The relevant scholarly literature seems to have started with Noel Ignatiev’s book “How the Irish Became White,” and taken off from there. But what the relevant authors mean by white is ahistorical. They are referring to a stylized, sociological or anthropological understanding of “whiteness,” which means either “fully socially accepted as the equals of Americans of Anglo-Saxon and Germanic stock,” or, in the more politicized version, “an accepted part of the dominant ruling class in the United States.”Some of my graduate research in history involved looking into Irish immigration to the US from the 1830s to 1850s and the nativist response to it. At the time, the Irish were considered white even by the Anglo-Saxon Americans who opposed them. Race was understood quite differently then than it is now (as Bernstein points out later in the article), and the idea that the Irish were not white when they arrived uses today's race and ethnic studies definitions and projects them onto American society in the past. It has nothing to do with how Americans in the 19th century viewed the Irish and everything to do with how race and ethnic studies researchers view race today.
Those may be interesting sociological and anthropological angles to pursue, but it has nothing to do with whether the relevant groups were considered to be white.
Here are some objective tests as to whether a group was historically considered “white” in the United States: Were members of the group allowed to go to “whites-only” schools in the South, or otherwise partake of the advantages that accrued to whites under Jim Crow? Were they ever segregated in schools by law, anywhere in the United States, such that “whites” went to one school, and the group in question was relegated to another? When laws banned interracial marriage in many states (not just in the South), if a white Anglo-Saxon wanted to marry a member of the group, would that have been against the law? Some labor unions restricted their membership to whites. Did such unions exclude members of the group in question? Were members of the group ever entirely excluded from being able to immigrate to the United States, or face special bans or restrictions in becoming citizens?
If you use such objective tests, you find that Irish, Jews, Italians and other white ethnics were indeed considered white by law and by custom (as in the case of labor unions).
One factor that Bernstein does not touch on, probably because it is not widely recognized, is that nativism in America prior to the Civil War was not about immigration per se but rather religion. The nativists had no problem with many other immigrant groups coming in, but they had huge objections to Catholic immigration.

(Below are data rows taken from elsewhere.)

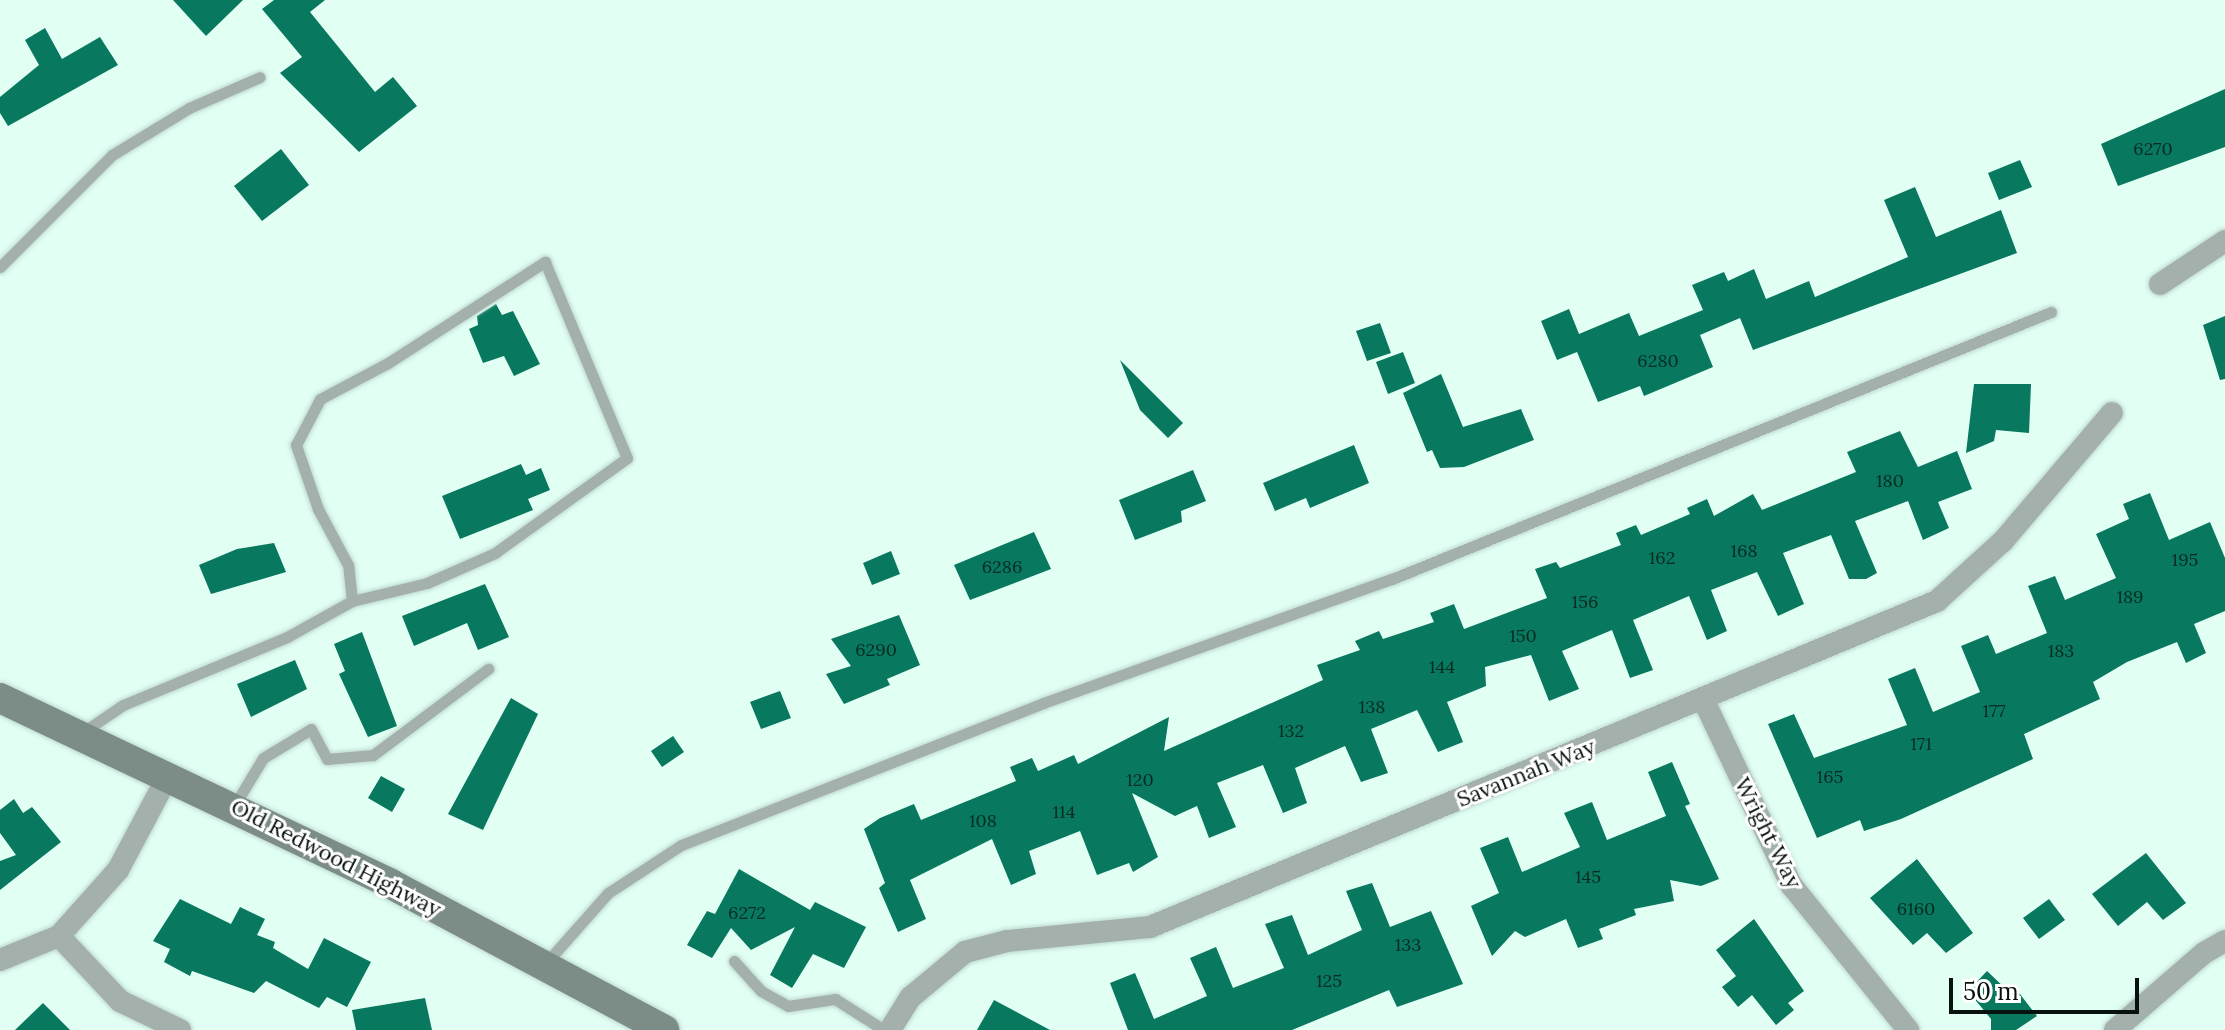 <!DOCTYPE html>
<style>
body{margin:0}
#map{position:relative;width:2225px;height:1030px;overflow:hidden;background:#e2fff4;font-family:Lora,serif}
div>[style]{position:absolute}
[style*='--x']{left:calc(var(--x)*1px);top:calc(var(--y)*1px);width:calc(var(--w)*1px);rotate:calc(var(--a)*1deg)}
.building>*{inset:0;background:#08785e}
.roads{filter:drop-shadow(0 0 2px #bfd9cf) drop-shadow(0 0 2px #bfd9cf)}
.lane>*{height:11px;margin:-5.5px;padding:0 5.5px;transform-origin:5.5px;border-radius:5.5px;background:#a4b0ab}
.street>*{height:22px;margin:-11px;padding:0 11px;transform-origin:11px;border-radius:11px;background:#a4b0ab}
.secondary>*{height:30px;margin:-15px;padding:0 15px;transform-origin:15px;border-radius:15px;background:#7c8d87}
span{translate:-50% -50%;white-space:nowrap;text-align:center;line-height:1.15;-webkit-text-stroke:6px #fff;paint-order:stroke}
.number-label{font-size:18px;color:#072b22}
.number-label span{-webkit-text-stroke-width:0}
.street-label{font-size:22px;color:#07110e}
.scale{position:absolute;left:1949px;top:978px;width:190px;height:36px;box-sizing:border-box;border:4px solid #07110e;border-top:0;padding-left:10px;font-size:24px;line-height:28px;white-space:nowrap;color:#07110e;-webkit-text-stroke:6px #fff;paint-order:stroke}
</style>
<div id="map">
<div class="building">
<div style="clip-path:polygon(173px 0,243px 0,206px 36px)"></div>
<div style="clip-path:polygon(274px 0,325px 0,310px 12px,375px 92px,393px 77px,417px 106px,359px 152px,280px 73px,302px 57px,262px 9px)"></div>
<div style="clip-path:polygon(45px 28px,62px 59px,100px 37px,118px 65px,8px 126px,0 113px,0 97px,39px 65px,25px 40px)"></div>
<div style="clip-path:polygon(2225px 89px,2225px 147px,2118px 186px,2101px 144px)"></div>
<div style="clip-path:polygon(281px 149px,309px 185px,262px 221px,234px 186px)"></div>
<div style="clip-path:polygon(2020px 160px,2032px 187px,1999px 200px,1988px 173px)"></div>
<div style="clip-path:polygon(1915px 187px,1936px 237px,2001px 210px,2017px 253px,1753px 350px,1740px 318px,1700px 335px,1713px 367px,1644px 396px,1640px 386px,1598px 402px,1577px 352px,1557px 360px,1541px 321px,1569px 309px,1579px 334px,1629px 313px,1639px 336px,1703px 310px,1692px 285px,1724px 272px,1728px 281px,1754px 269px,1766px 299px,1809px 281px,1815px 297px,1908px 257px,1884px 200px)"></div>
<div style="clip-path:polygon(496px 304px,502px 315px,513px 311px,540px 364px,514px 376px,504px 356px,483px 363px,469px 329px,478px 325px,477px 316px)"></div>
<div style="clip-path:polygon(2225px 316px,2225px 379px,2220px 380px,2203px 325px)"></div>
<div style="clip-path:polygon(1380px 323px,1391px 353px,1367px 361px,1356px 331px)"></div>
<div style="clip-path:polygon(1403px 352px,1415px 383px,1388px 394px,1376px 362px)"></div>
<div style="clip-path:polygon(1120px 360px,1183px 423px,1168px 438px,1140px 410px)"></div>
<div style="clip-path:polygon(1441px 374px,1463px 427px,1521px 409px,1534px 440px,1464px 467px,1440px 468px,1432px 450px,1427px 452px,1403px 393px)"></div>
<div style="clip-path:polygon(1974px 384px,2031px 384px,2029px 433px,1996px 430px,1994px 441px,1966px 453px)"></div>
<div style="clip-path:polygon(1900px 431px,1918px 467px,1957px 451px,1972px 489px,1938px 502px,1949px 528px,1923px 540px,1908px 501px,1855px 521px,1877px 573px,1866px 579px,1849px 579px,1831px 535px,1783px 553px,1804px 604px,1778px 616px,1757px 572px,1711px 590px,1727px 631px,1707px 640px,1689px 596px,1633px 620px,1653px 670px,1630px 678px,1612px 630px,1562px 651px,1579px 689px,1549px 701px,1531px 655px,1485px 667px,1486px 686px,1447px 702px,1463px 742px,1438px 752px,1417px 710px,1371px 729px,1388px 773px,1361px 782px,1345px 746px,1295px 768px,1307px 803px,1283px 813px,1263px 765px,1217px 783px,1236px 827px,1209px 838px,1197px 806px,1175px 816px,1132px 793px,1158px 857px,1133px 872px,1129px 863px,1097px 875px,1080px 831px,1029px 851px,1036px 874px,1011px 885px,992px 839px,910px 880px,926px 919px,898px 932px,879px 888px,885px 883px,864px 829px,880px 818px,914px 804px,921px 820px,1016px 781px,1010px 767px,1032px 758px,1038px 771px,1074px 755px,1078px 764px,1169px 717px,1164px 751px,1323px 680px,1317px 665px,1360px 650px,1355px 641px,1379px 631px,1383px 639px,1434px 622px,1430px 613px,1454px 604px,1464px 629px,1547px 598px,1535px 569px,1556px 562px,1560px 568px,1621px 545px,1616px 533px,1636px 525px,1641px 535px,1690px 514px,1687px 508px,1707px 499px,1714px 516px,1753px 494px,1762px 510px,1856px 472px,1847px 452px)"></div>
<div style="clip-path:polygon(1354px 445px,1369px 483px,1310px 508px,1306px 498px,1275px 511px,1263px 483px)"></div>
<div style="clip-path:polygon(521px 464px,526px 475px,541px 468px,550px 490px,528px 499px,533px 510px,460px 539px,442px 496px)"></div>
<div style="clip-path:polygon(1193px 470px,1206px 501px,1181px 511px,1182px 522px,1135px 540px,1119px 500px)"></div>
<div style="clip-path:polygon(2150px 493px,2169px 540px,2210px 522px,2225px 558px,2225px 611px,2194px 624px,2206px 653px,2186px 663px,2177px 642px,2127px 662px,2093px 682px,2100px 699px,2024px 734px,2033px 759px,1901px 819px,1864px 831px,1860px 820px,1817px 838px,1768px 724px,1794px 714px,1814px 758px,1907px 725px,1888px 679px,1915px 668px,1933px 712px,1980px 692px,1961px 646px,1988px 635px,1996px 654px,2047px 633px,2028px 586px,2055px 576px,2065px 600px,2116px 578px,2096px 534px,2129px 519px,2123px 504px)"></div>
<div style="clip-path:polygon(1034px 532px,1051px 569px,970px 600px,954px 565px)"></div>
<div style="clip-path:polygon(274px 543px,286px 572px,211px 594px,199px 565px,237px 549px)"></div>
<div style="clip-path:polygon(891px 551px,900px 574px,872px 585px,863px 563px)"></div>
<div style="clip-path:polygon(485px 584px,509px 637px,478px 650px,467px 623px,414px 646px,402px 616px)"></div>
<div style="clip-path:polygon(899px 615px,920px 665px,887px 679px,890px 685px,844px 704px,826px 674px,851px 666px,831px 639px)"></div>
<div style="clip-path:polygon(362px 632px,397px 726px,368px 737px,339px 674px,345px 671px,334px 644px)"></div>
<div style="clip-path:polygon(295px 660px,307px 689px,251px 717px,237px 684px)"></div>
<div style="clip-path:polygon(780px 691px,791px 718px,761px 729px,750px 702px)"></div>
<div style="clip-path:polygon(511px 698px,538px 714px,483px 830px,448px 814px)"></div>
<div style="clip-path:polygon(673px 736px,684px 752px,662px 767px,651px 751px)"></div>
<div style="clip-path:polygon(1672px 762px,1690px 804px,1685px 806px,1719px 879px,1701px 886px,1670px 880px,1674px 901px,1634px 909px,1636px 915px,1599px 929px,1603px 939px,1578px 948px,1566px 919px,1525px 937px,1515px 931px,1492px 956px,1471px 906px,1499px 893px,1480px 848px,1508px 837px,1522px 872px,1580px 847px,1564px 813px,1592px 802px,1607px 840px,1666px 816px,1648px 772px)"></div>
<div style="clip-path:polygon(381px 776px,405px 789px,392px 812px,368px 798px)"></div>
<div style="clip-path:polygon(14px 799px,23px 813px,32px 807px,61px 842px,0 890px,0 861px,16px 855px,0 833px,0 810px)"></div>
<div style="clip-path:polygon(2146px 853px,2186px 903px,2163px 920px,2147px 902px,2118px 926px,2092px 894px)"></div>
<div style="clip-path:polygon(1917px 859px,1973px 933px,1946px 953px,1927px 933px,1913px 945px,1870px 898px)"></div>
<div style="clip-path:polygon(739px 869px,810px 910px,815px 902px,866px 927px,844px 968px,813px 954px,792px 988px,770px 975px,795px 927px,751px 950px,731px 928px,712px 958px,687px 945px,707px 911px,715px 914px)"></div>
<div style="clip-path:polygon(1372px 883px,1390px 927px,1431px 911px,1463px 984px,1397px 1007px,1389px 990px,1292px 1030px,1128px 1030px,1110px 983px,1135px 973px,1154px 1019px,1207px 996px,1190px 958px,1216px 947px,1233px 988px,1284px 968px,1265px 924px,1292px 915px,1308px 955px,1362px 930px,1346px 891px)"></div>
<div style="clip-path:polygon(180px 899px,231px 924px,240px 907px,265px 919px,257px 935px,275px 942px,273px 948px,308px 969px,324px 938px,371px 962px,347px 1007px,327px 997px,319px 1008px,266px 981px,254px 993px,192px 971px,190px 976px,164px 962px,170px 949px,153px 941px)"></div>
<div style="clip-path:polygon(2049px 899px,2065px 920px,2039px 939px,2023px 918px)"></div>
<div style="clip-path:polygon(1754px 919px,1804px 991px,1788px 1003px,1794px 1010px,1776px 1025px,1752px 995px,1738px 1007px,1722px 987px,1736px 976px,1716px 950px)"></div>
<div style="clip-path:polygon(1987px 971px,2007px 990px,2013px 985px,2037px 1016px,2016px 1030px,1991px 1030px,1991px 1019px,1968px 991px)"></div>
<div style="clip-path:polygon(425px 998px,432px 1030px,356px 1030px,352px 1010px)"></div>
<div style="clip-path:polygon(994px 1000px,1050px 1030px,977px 1030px)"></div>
<div style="clip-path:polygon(43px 1003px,70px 1030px,15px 1030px)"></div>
</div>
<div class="roads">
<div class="lane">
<div style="--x:0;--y:267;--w:158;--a:-45"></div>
<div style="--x:112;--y:155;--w:90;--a:-31.4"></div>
<div style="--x:189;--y:108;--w:77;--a:-23.6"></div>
<div style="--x:83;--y:732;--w:48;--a:-34"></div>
<div style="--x:123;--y:705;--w:178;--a:-22.5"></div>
<div style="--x:287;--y:637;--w:74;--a:-29"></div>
<div style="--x:352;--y:601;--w:36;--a:-96"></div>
<div style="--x:348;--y:565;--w:64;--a:-118.2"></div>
<div style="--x:318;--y:509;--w:68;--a:-109"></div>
<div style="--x:296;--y:445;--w:52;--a:-62.4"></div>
<div style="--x:320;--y:399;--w:77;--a:-27.9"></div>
<div style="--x:388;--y:363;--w:187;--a:-32.8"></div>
<div style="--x:545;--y:262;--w:212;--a:67.3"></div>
<div style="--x:627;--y:458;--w:163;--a:144.3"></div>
<div style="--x:495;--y:553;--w:74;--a:156.2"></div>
<div style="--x:427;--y:583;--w:77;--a:166.5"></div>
<div style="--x:234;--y:806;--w:56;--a:-58.9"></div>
<div style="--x:263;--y:758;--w:56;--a:-31.1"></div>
<div style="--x:311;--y:729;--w:34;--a:62"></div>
<div style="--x:327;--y:759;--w:46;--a:-5"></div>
<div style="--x:373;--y:755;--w:144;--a:-36.8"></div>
<div style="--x:734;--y:961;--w:40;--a:48"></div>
<div style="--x:761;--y:991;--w:31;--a:29"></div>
<div style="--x:788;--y:1006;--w:48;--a:-8.5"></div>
<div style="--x:835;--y:999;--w:58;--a:32.3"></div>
<div style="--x:546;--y:963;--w:94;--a:-48.5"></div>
<div style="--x:608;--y:893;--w:87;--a:-33.3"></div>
<div style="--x:681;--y:845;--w:389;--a:-21.4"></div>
<div style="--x:1043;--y:703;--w:370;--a:-19.6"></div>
<div style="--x:1392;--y:579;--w:711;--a:-22.06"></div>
</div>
<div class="street">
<div style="--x:2160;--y:284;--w:78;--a:-33.5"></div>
<div style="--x:1704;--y:701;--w:205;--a:64.6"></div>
<div style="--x:1792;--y:886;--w:185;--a:51.1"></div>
<div style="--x:59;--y:936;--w:89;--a:46.8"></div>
<div style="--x:120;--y:1001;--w:67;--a:25.8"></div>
<div style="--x:0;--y:960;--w:64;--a:-22.1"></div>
<div style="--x:59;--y:936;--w:89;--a:-48.2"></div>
<div style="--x:118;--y:870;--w:106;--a:-62"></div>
<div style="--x:890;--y:1030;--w:39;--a:-58"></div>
<div style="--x:911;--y:997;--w:70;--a:-39.8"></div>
<div style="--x:965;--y:952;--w:43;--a:-14.7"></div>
<div style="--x:1007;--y:941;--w:144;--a:-5.6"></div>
<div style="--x:1150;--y:927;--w:852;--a:-22.5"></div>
<div style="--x:1937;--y:601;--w:89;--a:-42.3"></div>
<div style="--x:2003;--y:541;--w:168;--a:-49.6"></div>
<div style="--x:2115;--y:1030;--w:118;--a:-40.9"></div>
<div style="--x:2204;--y:953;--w:24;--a:-30"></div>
</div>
<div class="secondary">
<div style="--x:0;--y:698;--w:433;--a:25.4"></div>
<div style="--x:391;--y:884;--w:310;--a:28.1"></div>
</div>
</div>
<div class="number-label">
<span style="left:2153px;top:149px">6270</span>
<span style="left:1658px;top:361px">6280</span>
<span style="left:1890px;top:481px">180</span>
<span style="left:1744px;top:551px">168</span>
<span style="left:1662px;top:558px">162</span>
<span style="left:2185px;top:560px">195</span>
<span style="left:1002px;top:567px">6286</span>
<span style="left:2130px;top:597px">189</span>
<span style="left:1585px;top:602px">156</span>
<span style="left:1523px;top:636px">150</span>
<span style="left:876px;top:650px">6290</span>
<span style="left:2061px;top:651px">183</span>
<span style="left:1442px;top:667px">144</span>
<span style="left:1372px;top:707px">138</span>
<span style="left:1994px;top:711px">177</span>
<span style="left:1291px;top:731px">132</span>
<span style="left:1921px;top:744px">171</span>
<span style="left:1830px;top:777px">165</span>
<span style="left:1140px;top:780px">120</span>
<span style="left:1064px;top:812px">114</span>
<span style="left:983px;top:821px">108</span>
<span style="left:1588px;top:877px">145</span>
<span style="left:1916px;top:909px">6160</span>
<span style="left:747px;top:913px">6272</span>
<span style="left:1408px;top:945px">133</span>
<span style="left:1329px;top:981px">125</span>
</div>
<div class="street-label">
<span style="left:1526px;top:773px;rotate:-22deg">Savannah Way</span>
<span style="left:1768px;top:833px;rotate:63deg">Wright Way</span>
<span style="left:336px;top:858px;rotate:27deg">Old Redwood Highway</span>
</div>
<div class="scale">50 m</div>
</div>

Read nativist writings and over and over you will read about how Catholics can never be true Americans because they owe their final allegiance to the Pope, whom nativists often depicted as a foreign prince. As millions of Catholics poured into the US, they developed a separate Catholic school system, avoiding one of the main ways immigrants were assimilated in the North. There were legal battles fought over whether states could mandate that schools use the Protestant version of the Bible (it wasn't questioned that they could mandate study of the Bible). The separate school system and various other Catholic social organizations that sprang up seemed like an effort by the whole population of Catholic immigrants to avoid becoming American. That's why the "nativists" (an epithet invented by their political enemies) called themselves "native Americans" and formed the American Party. As Catholics became important voting blocks in Northern cities and began to exercise political power, the nativists began to view mass Catholic immigration as an invasion by a foreign power.
All of this built on centuries of anti-Catholic sentiment in England which came to America early on. The Puritans, after all, wanted to purify the Church of England of all its Catholic aspects. Anti-Catholic bigotry was probably the oldest kind of bigotry in the American colonies, and it continued into the new nation. I've read that at the Constitutional Convention there was a debate over whether Catholics should be allowed to vote. The winning argument was that there were so few of them in the nation that it couldn't hurt anything to let them vote. That began to change with Irish immigration during the famines.